- AIM OF THE TASK: The answer must consist of each line of the records below that contains the string "sans".
**** EXTRACTED DATA ****
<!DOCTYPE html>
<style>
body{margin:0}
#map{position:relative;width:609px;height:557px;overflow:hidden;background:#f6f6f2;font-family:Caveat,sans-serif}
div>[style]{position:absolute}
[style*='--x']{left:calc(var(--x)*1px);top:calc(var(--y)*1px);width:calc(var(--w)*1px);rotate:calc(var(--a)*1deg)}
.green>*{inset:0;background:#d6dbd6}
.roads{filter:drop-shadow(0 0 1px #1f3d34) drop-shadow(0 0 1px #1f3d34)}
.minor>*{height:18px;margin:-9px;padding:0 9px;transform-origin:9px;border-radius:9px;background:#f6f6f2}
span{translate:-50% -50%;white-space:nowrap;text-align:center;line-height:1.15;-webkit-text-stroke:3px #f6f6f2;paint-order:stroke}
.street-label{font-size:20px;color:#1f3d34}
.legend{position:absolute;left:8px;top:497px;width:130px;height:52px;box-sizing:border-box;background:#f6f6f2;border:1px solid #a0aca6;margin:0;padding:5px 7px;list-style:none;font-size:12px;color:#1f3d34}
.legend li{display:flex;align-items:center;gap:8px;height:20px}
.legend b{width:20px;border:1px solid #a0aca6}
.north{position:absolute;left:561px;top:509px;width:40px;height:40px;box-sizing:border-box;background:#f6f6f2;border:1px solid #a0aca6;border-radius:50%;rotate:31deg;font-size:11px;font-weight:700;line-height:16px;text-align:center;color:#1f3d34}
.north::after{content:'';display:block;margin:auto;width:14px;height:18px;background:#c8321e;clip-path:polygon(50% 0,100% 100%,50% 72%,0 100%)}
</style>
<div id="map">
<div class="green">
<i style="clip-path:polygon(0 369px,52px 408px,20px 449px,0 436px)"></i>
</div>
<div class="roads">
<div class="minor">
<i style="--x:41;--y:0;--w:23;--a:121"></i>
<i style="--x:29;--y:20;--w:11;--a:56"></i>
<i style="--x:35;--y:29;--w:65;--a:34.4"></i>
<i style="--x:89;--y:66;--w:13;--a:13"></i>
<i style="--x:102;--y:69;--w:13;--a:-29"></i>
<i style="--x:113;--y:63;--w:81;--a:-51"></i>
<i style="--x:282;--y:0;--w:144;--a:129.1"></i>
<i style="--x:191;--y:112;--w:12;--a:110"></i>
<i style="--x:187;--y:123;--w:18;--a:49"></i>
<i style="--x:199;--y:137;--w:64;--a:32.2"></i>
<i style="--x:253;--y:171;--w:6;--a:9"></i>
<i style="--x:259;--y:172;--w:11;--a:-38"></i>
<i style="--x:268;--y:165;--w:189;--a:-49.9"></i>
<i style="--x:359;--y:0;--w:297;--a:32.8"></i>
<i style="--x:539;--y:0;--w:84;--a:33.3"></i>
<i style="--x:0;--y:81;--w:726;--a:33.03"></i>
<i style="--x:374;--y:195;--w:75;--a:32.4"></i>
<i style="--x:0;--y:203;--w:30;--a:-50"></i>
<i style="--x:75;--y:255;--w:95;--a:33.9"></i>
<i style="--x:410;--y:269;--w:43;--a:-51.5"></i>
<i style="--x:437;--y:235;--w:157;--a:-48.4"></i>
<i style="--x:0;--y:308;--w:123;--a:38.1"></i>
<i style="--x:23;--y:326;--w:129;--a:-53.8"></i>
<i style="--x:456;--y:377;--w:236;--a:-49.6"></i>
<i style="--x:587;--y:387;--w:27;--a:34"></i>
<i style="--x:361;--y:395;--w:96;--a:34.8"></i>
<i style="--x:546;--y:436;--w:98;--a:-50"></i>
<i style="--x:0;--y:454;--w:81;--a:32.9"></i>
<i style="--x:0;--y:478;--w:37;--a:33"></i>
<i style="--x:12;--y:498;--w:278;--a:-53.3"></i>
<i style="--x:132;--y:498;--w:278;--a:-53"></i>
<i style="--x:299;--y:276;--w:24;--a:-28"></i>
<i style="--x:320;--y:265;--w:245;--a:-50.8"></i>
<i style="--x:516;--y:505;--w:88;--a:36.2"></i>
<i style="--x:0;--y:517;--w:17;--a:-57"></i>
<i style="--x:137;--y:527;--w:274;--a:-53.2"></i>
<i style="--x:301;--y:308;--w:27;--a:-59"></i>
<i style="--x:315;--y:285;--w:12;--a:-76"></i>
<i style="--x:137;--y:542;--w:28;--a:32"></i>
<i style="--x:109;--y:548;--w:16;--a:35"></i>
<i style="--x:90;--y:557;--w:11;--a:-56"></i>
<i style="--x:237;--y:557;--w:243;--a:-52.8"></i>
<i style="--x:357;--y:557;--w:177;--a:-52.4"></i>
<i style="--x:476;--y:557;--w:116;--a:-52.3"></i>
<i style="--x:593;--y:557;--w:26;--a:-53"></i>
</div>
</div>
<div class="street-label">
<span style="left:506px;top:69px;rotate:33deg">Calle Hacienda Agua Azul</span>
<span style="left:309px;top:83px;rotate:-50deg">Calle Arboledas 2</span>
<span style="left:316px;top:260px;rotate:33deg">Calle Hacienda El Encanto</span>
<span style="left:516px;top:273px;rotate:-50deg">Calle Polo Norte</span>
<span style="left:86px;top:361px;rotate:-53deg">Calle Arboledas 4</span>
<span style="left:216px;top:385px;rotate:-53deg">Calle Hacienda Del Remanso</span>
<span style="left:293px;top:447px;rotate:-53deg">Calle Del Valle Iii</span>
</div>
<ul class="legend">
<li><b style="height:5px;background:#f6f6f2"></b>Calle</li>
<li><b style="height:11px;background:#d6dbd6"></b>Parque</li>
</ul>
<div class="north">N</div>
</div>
****
**** EXTRACTED DATA ****
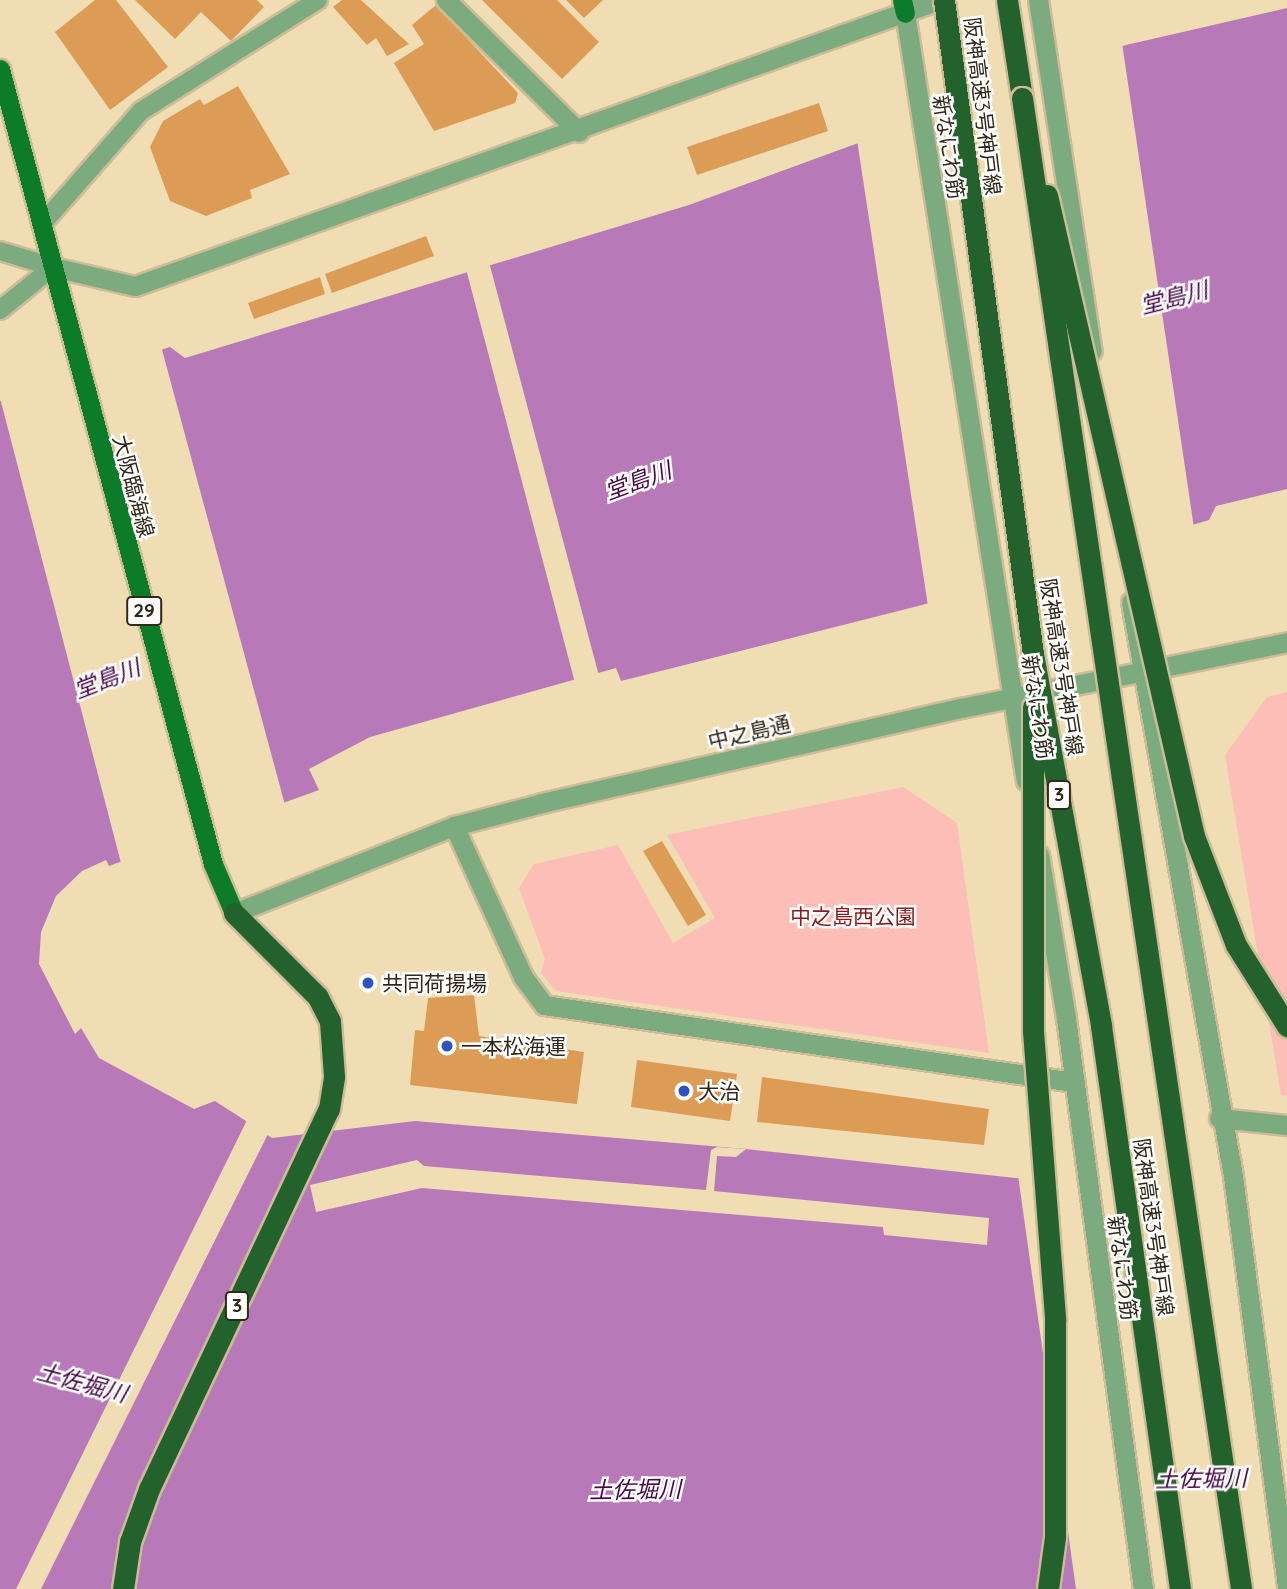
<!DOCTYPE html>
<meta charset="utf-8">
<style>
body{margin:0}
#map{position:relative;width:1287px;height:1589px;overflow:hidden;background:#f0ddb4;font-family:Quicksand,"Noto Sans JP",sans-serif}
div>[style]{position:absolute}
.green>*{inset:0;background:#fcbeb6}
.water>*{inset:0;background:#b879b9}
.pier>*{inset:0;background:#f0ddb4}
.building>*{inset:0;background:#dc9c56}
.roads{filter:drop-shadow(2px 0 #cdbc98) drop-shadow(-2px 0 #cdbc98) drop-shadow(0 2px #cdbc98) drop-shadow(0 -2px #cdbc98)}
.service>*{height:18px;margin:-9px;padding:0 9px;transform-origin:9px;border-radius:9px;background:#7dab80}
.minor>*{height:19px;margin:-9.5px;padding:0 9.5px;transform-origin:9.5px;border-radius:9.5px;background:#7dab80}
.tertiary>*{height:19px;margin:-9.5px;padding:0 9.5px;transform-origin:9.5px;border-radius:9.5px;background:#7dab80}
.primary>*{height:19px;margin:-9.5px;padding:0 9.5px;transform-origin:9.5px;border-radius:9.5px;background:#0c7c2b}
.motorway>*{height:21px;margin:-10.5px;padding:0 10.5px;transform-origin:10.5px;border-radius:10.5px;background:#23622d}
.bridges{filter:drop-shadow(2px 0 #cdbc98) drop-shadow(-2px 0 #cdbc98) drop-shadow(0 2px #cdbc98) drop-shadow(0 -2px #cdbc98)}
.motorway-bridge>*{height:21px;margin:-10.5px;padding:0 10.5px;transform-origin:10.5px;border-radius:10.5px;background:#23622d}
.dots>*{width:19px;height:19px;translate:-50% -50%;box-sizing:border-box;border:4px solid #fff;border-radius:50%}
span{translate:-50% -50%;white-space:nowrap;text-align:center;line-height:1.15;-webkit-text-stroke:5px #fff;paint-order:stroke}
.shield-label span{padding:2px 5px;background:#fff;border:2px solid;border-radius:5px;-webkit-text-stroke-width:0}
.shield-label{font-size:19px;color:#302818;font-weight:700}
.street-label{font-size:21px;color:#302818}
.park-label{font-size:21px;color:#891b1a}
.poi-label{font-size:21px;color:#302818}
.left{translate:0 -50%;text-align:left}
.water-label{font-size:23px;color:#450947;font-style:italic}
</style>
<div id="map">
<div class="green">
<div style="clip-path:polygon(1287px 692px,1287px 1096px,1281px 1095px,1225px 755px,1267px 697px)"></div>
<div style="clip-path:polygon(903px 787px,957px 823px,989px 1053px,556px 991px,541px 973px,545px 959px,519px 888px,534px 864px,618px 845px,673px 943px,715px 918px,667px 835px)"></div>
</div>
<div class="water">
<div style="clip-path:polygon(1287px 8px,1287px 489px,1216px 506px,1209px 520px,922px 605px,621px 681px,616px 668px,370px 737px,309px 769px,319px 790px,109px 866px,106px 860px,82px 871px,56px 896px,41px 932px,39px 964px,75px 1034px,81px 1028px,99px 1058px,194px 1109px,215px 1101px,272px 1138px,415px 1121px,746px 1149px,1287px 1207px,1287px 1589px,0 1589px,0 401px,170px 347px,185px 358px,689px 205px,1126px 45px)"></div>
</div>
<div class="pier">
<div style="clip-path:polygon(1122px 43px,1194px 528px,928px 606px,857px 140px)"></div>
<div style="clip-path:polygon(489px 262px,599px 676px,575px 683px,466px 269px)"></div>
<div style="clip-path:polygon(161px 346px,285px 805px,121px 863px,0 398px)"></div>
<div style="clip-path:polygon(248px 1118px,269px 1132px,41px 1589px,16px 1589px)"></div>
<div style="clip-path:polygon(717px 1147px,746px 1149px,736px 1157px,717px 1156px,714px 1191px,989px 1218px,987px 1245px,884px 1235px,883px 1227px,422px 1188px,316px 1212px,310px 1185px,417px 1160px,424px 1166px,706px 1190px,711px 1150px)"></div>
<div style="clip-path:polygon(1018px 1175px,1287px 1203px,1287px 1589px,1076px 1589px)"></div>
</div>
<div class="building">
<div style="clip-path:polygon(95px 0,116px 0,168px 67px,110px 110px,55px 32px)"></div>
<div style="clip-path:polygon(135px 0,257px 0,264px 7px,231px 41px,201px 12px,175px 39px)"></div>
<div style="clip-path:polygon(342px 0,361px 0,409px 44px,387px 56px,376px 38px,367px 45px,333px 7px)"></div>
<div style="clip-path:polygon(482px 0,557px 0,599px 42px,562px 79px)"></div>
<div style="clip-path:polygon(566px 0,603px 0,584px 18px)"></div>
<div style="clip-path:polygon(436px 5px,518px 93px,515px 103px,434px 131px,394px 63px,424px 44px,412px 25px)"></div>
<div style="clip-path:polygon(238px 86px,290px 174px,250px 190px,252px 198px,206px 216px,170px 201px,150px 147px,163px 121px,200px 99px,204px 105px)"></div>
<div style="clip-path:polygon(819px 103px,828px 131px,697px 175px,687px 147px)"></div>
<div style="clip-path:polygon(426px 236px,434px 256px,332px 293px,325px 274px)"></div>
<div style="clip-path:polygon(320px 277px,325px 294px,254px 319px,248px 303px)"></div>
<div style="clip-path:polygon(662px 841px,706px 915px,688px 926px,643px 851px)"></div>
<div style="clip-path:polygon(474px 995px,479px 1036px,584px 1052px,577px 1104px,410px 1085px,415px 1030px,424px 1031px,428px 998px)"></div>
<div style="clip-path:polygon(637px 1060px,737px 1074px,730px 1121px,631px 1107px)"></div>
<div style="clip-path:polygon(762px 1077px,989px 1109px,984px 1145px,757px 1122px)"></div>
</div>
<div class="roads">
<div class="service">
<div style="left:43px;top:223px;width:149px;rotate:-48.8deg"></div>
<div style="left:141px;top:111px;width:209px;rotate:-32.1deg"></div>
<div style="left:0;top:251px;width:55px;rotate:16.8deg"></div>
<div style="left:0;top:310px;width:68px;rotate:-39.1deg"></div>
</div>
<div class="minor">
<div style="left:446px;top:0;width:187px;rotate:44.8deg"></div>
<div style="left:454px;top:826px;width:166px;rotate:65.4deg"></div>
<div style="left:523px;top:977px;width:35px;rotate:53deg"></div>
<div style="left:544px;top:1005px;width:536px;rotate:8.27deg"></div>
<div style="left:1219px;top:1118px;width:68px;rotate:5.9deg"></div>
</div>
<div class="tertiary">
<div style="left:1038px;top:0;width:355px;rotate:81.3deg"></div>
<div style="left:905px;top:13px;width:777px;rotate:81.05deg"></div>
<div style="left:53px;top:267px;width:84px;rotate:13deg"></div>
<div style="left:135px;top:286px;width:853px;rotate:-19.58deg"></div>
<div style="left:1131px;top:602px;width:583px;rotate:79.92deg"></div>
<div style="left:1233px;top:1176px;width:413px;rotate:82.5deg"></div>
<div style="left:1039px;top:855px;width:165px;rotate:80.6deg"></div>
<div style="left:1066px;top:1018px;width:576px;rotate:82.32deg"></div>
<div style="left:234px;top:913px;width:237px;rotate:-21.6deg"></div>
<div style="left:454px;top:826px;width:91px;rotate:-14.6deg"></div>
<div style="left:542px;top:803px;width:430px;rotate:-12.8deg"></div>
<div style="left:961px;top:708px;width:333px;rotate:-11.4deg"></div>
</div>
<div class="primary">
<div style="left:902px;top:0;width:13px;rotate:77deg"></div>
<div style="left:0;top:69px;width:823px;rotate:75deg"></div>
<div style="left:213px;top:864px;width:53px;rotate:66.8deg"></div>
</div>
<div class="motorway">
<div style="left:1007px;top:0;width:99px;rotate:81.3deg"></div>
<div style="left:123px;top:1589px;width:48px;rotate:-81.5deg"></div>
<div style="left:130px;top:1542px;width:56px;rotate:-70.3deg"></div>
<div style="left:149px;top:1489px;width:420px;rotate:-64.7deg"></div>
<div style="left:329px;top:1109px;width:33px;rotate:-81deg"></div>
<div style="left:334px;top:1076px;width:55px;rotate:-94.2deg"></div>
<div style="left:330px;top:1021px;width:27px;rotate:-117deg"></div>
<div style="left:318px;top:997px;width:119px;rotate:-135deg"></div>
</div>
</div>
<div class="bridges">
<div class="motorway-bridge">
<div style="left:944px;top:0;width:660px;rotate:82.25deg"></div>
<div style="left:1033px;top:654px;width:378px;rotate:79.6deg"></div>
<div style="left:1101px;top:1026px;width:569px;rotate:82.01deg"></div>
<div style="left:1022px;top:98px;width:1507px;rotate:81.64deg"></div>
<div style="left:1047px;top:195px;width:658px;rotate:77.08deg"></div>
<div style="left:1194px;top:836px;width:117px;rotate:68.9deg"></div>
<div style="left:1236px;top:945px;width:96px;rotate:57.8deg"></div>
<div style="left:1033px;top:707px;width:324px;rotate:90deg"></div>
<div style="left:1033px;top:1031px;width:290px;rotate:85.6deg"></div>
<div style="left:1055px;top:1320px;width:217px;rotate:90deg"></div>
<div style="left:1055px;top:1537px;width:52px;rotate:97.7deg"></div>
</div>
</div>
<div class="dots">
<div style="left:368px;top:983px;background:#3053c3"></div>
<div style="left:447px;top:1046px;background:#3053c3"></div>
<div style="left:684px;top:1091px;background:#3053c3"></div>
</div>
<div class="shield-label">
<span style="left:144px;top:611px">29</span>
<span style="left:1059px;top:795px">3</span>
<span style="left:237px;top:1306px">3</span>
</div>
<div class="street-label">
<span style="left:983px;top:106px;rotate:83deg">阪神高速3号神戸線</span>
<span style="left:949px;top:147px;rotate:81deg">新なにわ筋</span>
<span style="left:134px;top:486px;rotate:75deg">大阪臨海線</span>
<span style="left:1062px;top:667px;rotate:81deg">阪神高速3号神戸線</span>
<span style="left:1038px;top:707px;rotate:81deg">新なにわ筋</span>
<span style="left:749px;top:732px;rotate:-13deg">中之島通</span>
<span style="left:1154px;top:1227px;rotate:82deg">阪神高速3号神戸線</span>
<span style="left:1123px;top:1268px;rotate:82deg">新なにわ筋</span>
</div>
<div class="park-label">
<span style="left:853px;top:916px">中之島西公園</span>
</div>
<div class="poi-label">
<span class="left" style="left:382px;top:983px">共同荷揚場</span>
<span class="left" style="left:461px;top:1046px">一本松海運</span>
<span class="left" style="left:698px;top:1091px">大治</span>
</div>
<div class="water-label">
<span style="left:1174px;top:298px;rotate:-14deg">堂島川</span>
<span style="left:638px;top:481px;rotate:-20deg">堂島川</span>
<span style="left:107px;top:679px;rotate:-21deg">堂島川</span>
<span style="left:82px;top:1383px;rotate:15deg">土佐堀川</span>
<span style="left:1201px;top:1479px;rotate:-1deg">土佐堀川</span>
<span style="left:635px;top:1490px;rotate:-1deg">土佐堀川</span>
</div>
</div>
****
- YOUR RESPONSE:
#map{position:relative;width:609px;height:557px;overflow:hidden;background:#f6f6f2;font-family:Caveat,sans-serif}
#map{position:relative;width:1287px;height:1589px;overflow:hidden;background:#f0ddb4;font-family:Quicksand,"Noto Sans JP",sans-serif}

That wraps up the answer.